A great explanation of why Dropout is really good for training large neural networks, and why it's actually the same thing your brain is doing:
Recent advances in machine learning cast new light on two puzzling biological phenomena. Neurons can use the precise time of a spike to communicate a real value very accurately, but it appears that cortical neurons do not do this. Instead they send single, randomly timed spikes. This seems like a clumsy way to perform signal processing, but a recent advance in machine learning shows that sending stochastic spikes actually works better than sending precise real numbers for the kind of signal processing that the brain needs to do. A closely related advance in machine learning provides strong support for a recently proposed theory of the function of sexual reproduction. Sexual reproduction breaks up large sets of co-adapted genes and this seems like a bad way to improve fitness. However, it is a very good way to make organisms robust to changes in their environment because it forces important functions to be achieved redundantly by multiple small sets of genes and some of these sets may still work when the environment changes. For artificial neural networks, complex co-adaptations between learned feature detectors give good performance on training data but not on new test data. Complex co-adaptations can be reduced by randomly omitting each feature detector with a probability of a half for each training case. This random "dropout" makes the network perform worse on the training data but the number of errors on the test data is typically decreased by about 10%. Nitish Srivastava, Alex Krizhevsky, Ilya Sutskever and Ruslan Salakhutdinov have shown that this leads to large improvements in speech recognition and object recognition.

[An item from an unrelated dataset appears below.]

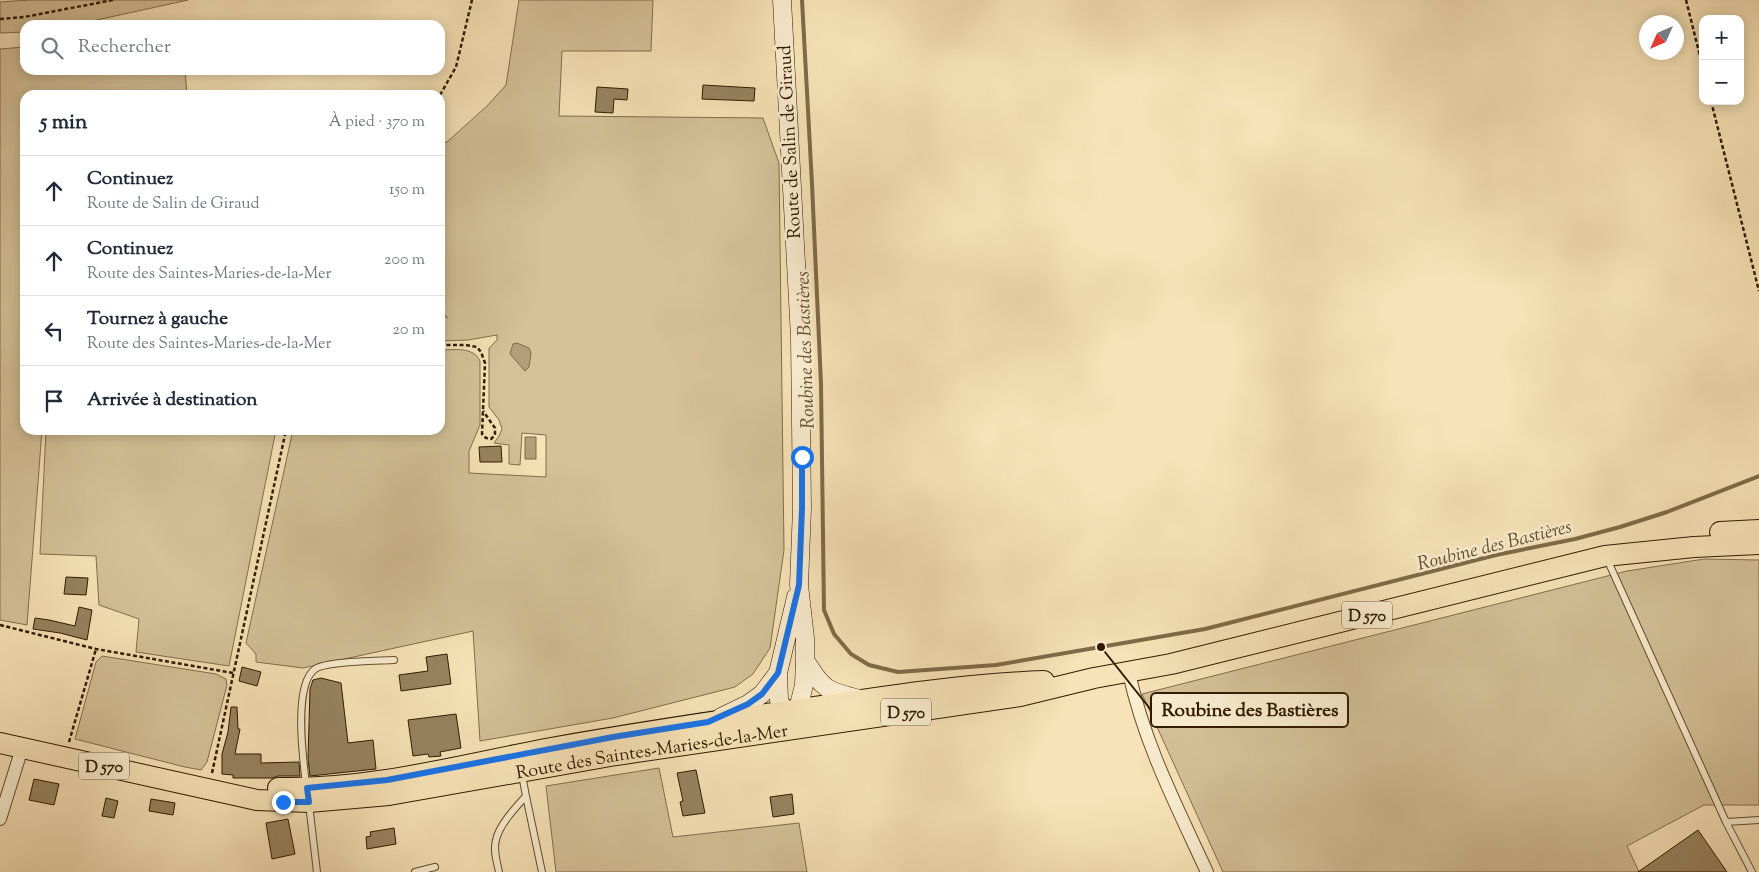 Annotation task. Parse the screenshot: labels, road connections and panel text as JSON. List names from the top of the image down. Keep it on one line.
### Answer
{"streets":{"main road":["Route de Salin de Giraud","D 570","Route des Saintes-Maries-de-la-Mer"]},"crossings":[["Route de Salin de Giraud","Route des Saintes-Maries-de-la-Mer"]],"water":["Roubine des Bastières"],"places":["Roubine des Bastières"],"north":"bottom left","page":{"map_buttons":["+","−"],"search":"Rechercher","heading":["5 min","À pied · 370 m"],"list":[["Continuez","Route de Salin de Giraud","150 m"],["Continuez","Route des Saintes-Maries-de-la-Mer","200 m"],["Tournez à gauche","Route des Saintes-Maries-de-la-Mer","20 m"],"Arrivée à destination"]}}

Essentially, dropout prevents over-fitting by simultaneously averaging many models and adding noise to input / hidden layers.
Additionally, sending a real valued signal of strength x with probability 0.5 is equivalent to sending a signal of strength 0.5 with probability x. Dropout does the former, brains do the latter. This can also be used to reduce neuron output to single bits, saving bandwidth when scaling to large numbers of interconnected machines.